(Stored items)
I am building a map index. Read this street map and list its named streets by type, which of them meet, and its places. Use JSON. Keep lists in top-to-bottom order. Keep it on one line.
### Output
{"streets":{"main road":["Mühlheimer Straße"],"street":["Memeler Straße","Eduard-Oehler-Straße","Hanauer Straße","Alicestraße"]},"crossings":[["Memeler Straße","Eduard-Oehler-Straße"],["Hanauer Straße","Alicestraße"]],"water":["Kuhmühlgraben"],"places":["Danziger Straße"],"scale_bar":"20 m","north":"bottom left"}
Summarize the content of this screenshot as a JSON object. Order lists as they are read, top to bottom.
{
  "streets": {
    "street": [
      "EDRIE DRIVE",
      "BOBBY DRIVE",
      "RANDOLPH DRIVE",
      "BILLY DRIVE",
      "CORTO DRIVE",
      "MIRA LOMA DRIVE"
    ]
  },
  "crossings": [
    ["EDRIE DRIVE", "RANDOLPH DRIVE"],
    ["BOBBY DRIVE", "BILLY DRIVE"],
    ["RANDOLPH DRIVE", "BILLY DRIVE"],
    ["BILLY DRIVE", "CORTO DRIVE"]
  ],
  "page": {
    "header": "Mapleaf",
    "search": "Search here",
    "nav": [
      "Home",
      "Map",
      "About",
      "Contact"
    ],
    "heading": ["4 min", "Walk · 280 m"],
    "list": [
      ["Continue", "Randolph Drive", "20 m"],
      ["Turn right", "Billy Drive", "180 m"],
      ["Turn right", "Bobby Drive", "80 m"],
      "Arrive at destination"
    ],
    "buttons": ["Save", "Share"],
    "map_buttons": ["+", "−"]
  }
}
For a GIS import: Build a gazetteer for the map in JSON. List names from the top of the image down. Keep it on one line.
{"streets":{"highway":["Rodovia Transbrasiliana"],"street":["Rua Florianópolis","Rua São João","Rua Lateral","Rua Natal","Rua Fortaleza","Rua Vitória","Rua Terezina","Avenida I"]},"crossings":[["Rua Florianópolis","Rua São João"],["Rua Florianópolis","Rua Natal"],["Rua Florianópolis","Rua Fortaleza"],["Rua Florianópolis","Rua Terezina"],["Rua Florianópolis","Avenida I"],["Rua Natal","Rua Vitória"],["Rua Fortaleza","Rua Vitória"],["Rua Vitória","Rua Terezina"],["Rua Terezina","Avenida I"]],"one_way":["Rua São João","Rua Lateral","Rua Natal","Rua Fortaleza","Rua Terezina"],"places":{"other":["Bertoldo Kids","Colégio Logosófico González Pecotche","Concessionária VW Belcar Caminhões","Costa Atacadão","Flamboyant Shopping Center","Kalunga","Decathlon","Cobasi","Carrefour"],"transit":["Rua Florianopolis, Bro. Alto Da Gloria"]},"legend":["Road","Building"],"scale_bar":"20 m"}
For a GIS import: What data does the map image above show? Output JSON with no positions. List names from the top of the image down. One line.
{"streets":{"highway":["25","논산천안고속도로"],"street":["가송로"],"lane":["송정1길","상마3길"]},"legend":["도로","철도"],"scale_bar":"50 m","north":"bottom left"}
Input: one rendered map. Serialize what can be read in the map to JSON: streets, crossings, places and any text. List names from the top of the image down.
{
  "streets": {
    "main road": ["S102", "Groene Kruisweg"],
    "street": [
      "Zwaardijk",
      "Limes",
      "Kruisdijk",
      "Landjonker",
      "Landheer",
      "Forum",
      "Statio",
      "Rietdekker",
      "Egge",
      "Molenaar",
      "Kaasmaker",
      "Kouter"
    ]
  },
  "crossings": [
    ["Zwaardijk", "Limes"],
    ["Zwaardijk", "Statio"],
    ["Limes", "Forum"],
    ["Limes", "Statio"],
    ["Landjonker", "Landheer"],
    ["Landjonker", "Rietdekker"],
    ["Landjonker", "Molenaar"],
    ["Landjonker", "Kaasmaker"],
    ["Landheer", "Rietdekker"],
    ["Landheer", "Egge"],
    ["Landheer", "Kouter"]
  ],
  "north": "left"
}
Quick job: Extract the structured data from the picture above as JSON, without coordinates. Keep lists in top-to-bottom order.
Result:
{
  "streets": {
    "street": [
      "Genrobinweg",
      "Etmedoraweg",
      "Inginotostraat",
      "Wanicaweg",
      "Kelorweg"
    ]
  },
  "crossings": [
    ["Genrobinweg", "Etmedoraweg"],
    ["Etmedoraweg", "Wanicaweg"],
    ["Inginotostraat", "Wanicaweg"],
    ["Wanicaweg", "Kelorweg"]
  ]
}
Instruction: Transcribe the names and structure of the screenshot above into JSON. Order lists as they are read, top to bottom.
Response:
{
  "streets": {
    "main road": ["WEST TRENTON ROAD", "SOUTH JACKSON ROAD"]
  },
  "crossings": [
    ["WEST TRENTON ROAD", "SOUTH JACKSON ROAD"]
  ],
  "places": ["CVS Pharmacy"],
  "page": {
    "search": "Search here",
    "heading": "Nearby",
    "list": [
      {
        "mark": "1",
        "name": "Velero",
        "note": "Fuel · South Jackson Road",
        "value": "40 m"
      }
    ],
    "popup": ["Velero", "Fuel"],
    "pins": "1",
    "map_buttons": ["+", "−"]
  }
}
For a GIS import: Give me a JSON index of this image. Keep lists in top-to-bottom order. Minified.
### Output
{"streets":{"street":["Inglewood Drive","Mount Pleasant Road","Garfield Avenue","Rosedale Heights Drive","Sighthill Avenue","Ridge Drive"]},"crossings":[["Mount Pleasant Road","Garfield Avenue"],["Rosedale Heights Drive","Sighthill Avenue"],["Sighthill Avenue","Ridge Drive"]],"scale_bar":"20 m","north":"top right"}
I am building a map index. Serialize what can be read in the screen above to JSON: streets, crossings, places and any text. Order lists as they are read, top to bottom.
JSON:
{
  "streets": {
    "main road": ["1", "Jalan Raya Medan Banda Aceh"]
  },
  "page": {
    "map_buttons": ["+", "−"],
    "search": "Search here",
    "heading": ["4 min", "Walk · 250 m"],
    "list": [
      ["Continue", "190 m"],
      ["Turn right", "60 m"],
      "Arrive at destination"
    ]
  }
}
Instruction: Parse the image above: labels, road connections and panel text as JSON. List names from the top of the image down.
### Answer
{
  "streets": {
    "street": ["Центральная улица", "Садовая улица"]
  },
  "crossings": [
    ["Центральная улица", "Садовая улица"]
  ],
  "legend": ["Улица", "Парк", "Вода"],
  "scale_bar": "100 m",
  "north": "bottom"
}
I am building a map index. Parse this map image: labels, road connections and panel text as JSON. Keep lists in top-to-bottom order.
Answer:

▶ [TO DO]: Exactly as they appear above, write out the line containing "I am building a map index. Parse" and each line that comes after it in the records.

▶ [WRITTEN REPLY]:
I am building a map index. Parse this map image: labels, road connections and panel text as JSON. Keep lists in top-to-bottom order.
Answer:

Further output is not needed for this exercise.